Physics-based strain pre-extrapolation technique for inverse Finite Element Method

The inverse Finite Element Method (iFEM) is a model-based technique for the structure's displacement field computation, based on an optimized strain sensor network. In real applications, sensors cannot be applied to the whole structure due to practical constraints and limitations. In this context, strain pre-extrapolation techniques can predict the strain value where physical sensors are not available, but the sensor network must well describe the strain pattern on the whole structure. However, if sensors are located far from local discontinuities, the strain field will be no more correctly pre-extrapolated, resulting in a wrong displacement field reconstruction. The present work presents a physics-based strain pre-extrapolation, where the physical knowledge of the discontinuity, together with its analytical stress formulation, supports the preextrapolation technique and thus the iFEM field reconstruction.
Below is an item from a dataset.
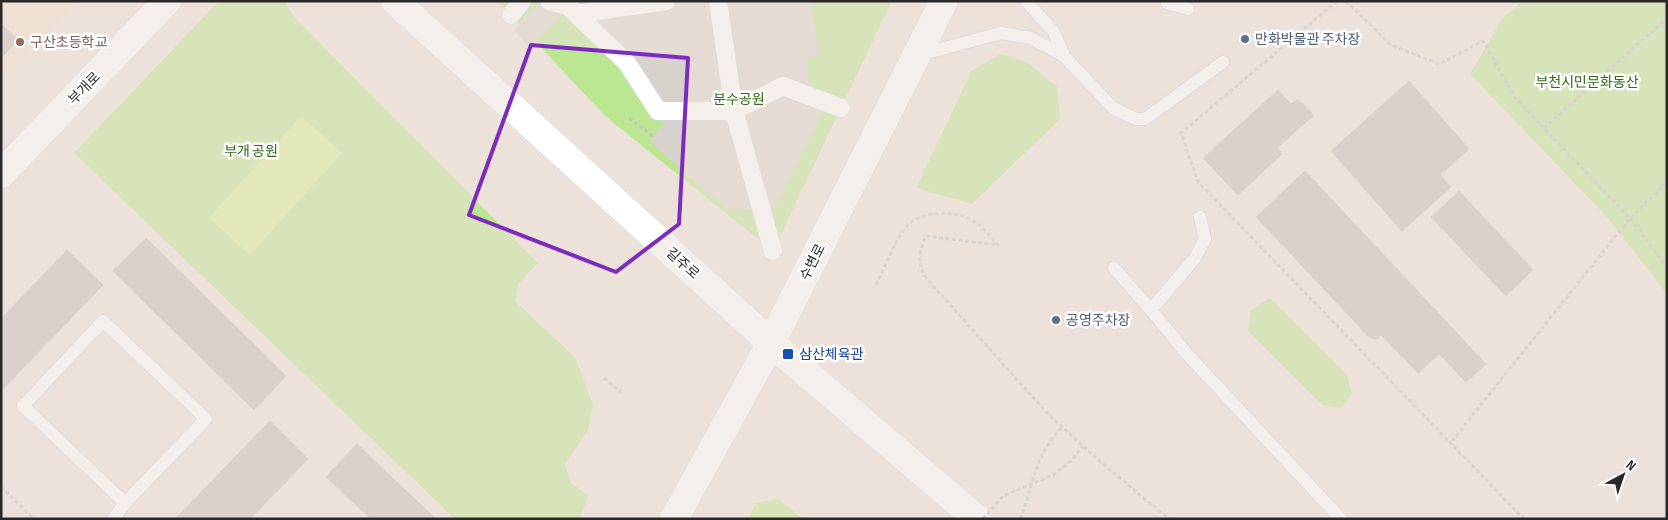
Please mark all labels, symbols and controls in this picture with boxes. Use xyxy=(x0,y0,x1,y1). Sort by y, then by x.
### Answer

The particular cases of a hole in a plate and a hole in a strip are considered in four numerical case studies with increasing complexity, always providing significative result's improvement with respect to the previous state-of-the-art pre-extrapolation technique.

Automated summary

The inverse Finite Element Method (iFEM) is a model-based technique that uses an optimized strain sensor network to compute the displacement field of a structure. By using strain pre-extrapolation techniques, the strain values in areas without physical sensors can be predicted, with support from the physical knowledge of the discontinuity and its analytical stress formulation, improving the field reconstruction of iFEM.